Mestra: Exploring Migration on Virtualized CGRAs

As modern Coarse Grain Reconfigurable Arrays (CGRAs) grow in size, efficient utilization of the available fabric by a single application becomes increasingly difficult. Existing CGRA mappers either fail to utilize the available fabric or rely on rigid static code transformations with limited adaptability. Multi-tenant CGRAs have emerged as a promising solution to increase hardware utilization, but current attempts fail to address key challenges such as fabric fragmentation and live migration. To address this gap, we present Mestra, an end-to-end system for CGRA multi-tenancy that supports dynamic scheduling and resource allocation in a shared environment. Mestra addresses fabric fragmentation caused by kernels completing out of order by supporting both stateless and stateful live kernel migration as a de-fragmentation mechanism. We assess our solution on an Alveo-U280 data-center-grade FPGA card, reporting area, frequency, and power.
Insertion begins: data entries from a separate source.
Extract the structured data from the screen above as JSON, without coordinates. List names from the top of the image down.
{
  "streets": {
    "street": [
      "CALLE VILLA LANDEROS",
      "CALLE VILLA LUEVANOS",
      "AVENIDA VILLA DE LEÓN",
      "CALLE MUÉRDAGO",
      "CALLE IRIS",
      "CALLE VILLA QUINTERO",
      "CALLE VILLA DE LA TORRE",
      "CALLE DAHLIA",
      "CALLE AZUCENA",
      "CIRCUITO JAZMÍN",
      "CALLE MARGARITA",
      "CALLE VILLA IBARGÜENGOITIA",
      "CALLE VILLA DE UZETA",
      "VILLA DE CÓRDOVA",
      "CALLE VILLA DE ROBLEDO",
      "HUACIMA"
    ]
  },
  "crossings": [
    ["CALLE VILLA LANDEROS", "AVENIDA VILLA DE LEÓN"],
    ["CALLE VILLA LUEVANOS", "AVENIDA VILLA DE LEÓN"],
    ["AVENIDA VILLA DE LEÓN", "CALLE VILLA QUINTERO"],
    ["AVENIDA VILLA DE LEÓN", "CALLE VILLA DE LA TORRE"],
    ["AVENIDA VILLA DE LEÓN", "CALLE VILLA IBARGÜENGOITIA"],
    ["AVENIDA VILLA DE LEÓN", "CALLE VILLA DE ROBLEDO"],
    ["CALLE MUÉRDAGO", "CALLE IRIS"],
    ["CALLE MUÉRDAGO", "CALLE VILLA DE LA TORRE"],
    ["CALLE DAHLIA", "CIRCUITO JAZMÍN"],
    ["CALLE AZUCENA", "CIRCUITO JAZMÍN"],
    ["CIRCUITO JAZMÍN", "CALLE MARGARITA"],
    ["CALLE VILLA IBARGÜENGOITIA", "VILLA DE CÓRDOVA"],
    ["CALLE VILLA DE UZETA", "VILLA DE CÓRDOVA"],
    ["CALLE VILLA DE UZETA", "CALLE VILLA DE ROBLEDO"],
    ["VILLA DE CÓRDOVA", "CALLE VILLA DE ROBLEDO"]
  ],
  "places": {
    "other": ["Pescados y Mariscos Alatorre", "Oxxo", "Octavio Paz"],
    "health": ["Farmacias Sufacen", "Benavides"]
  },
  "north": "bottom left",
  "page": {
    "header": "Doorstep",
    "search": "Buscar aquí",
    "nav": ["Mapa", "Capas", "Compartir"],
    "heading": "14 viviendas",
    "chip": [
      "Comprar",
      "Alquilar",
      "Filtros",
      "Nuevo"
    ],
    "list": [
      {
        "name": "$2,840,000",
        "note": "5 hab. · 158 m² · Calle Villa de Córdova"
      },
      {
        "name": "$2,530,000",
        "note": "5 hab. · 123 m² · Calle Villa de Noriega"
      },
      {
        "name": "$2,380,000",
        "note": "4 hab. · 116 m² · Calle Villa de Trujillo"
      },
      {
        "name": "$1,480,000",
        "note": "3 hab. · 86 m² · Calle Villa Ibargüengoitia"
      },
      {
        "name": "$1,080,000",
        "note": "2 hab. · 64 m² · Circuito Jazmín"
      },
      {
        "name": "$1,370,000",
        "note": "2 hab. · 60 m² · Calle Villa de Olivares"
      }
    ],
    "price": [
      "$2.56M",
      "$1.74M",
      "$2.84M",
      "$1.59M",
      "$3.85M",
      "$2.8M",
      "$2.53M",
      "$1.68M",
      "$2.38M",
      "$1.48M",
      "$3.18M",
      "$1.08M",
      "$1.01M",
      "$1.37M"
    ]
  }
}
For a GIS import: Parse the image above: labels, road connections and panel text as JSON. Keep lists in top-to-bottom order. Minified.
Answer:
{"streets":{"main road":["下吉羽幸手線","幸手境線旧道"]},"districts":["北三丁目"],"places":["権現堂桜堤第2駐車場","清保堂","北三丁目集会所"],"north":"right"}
Performance is evaluated using routines from the PolyBench benchmark suite and kernels derived from common machine learning operators. Results show that spatial sharing of the available fabric across multiple users improves workload makespan by up to 70.48%, while live kernel migration reduces tail latency on fragmented layouts by up to 29.60%. The custom tightly coupled controller and read-back paths required for virtualization and stateful migration introduce a LUT cost of 0.13% per region. Our evaluation reveals that multi-tenancy is important for efficient CGRA utilization, and live kernel migration can further improve performance by recovering fragmented space with minimal hardware cost.

翻译：随着现代粗粒度可重构阵列（CGRA）规模的增长，单个应用程序对可用计算结构的高效利用变得越来越困难。现有的CGRA映射器要么无法充分利用可用计算结构，要么依赖刚性静态代码变换且适应性有限。多租户CGRA已成为提高硬件利用率的有效解决方案，但当前尝试未能解决结构碎片化和实时迁移等关键挑战。为填补这一空白，我们提出Mestra——一个支持共享环境下动态调度与资源分配的CGRA多租户端到端系统。Mestra通过支持无状态和有状态的实时内核迁移作为碎片整理机制，解决因内核乱序完成导致的结构碎片化问题。我们在Alveo-U280数据中心级FPGA卡上评估该方案，报告了面积、频率和功耗数据。性能评估采用PolyBench基准套件中的例程及常见机器学习算子生成的内核。结果表明，跨多用户的空间共享可提升工作负载完成时间最高达70.48%，而实时内核迁移可将碎片化布局的尾延迟降低最高29.60%。虚拟化与状态迁移所需的定制紧耦合控制器及回读路径每个区域仅增加0.13%的LUT开销。我们的评估揭示多租户对高效利用CGRA至关重要，而实时内核迁移能以极小硬件代价回收碎片化空间并进一步提升性能。